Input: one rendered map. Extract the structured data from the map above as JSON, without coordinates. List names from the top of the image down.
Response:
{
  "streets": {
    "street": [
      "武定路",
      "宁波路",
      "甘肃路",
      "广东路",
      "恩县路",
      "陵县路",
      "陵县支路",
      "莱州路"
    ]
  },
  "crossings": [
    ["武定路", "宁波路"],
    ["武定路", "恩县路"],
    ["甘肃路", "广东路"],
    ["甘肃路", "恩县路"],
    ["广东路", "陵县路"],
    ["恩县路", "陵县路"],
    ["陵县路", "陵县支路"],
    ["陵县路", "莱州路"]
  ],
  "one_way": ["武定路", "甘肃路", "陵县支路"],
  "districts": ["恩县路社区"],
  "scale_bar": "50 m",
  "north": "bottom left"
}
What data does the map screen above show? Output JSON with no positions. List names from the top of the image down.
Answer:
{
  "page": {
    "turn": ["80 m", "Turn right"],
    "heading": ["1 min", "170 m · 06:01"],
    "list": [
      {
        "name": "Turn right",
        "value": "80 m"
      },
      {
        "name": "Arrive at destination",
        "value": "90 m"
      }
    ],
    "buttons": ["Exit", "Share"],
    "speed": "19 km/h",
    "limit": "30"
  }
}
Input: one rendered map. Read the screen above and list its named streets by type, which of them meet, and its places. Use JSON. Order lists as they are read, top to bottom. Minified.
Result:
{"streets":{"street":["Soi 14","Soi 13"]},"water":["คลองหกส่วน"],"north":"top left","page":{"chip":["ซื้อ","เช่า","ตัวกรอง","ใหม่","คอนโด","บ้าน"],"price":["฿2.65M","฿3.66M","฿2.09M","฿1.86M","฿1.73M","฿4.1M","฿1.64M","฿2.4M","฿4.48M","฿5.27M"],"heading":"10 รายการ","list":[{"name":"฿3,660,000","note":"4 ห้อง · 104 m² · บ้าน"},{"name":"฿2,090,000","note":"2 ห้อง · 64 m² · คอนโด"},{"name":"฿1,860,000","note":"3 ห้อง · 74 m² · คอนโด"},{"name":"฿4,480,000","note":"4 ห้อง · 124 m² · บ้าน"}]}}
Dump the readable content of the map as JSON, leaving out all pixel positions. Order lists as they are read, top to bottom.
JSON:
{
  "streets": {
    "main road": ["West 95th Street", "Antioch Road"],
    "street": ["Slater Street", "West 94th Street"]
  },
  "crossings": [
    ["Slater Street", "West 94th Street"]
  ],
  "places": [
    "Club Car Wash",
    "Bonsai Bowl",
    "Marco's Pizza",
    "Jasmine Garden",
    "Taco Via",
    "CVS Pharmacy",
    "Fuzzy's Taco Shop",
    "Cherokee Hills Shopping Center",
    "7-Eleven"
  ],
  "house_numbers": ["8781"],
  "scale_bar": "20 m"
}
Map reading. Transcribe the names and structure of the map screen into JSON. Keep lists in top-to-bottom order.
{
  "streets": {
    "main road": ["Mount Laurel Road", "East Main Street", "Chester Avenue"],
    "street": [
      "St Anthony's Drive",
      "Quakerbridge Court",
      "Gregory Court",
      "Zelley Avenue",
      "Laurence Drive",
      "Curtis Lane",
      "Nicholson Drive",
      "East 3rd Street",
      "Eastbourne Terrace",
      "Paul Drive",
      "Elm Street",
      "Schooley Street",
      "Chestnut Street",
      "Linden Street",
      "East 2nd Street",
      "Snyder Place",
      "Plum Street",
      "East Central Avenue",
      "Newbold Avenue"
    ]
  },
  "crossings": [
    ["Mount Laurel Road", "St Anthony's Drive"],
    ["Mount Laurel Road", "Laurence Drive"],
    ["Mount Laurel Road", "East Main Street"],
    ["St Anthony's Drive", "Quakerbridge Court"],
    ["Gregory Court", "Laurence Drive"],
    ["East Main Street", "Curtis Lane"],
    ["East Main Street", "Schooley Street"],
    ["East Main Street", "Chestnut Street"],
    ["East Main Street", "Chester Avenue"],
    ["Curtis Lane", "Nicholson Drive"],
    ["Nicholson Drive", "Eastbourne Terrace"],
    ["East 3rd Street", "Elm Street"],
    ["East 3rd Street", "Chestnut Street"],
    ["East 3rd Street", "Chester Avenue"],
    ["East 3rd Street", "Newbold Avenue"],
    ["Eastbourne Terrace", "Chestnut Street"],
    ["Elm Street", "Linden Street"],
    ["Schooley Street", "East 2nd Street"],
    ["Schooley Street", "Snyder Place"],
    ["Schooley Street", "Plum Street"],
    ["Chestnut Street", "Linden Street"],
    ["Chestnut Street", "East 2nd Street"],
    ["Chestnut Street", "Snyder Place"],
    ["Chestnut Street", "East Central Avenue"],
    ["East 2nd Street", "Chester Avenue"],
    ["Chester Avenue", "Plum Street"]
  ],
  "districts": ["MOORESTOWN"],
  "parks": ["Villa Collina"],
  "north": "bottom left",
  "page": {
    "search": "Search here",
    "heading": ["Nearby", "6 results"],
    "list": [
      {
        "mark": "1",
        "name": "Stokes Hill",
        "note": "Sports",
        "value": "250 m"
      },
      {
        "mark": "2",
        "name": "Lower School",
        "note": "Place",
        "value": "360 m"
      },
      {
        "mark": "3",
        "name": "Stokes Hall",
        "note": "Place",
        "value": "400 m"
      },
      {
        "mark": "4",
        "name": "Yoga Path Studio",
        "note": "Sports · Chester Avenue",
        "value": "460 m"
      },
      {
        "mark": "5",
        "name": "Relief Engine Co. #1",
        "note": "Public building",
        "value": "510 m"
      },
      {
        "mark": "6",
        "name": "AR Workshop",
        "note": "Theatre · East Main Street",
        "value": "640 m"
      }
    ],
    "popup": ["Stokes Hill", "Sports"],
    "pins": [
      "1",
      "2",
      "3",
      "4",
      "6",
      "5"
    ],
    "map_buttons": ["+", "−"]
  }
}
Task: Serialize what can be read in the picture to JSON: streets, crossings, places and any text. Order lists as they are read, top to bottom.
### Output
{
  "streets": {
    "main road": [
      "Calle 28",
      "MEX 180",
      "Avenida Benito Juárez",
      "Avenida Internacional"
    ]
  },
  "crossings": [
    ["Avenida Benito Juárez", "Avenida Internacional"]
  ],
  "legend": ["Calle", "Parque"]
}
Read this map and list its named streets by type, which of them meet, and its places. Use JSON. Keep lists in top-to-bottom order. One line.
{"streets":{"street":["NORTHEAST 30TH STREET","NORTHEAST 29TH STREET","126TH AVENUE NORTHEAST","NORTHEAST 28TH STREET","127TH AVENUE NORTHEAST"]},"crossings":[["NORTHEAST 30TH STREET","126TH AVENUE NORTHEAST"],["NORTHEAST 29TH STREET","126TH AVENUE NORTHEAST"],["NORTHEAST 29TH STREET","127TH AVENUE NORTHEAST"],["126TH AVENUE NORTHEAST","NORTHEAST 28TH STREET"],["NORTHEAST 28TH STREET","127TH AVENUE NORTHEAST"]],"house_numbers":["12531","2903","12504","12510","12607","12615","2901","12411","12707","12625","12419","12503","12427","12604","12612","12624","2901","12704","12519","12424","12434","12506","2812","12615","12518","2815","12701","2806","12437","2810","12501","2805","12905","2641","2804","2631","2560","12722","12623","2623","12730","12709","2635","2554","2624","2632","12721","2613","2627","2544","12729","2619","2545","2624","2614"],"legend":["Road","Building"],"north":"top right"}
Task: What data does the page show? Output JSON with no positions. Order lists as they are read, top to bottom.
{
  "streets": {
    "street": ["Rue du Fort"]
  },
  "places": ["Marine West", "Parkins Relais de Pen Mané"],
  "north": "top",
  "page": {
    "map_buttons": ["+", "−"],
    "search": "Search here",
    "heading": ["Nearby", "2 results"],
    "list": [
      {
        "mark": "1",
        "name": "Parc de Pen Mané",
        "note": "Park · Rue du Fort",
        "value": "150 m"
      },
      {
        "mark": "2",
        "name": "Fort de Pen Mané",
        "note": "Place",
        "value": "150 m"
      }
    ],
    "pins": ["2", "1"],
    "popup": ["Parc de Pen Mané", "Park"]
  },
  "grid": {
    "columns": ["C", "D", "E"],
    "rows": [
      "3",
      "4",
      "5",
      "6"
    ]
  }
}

§ §

REQUIRED ACTION: Scan the records above for the word "from" and return every line where it occurs.

ANSWER SECTION:
Input: one rendered map. Extract the structured data from the map above as JSON, without coordinates. List names from the top of the image down.
What data does the map screen above show? Output JSON with no positions. List names from the top of the image down.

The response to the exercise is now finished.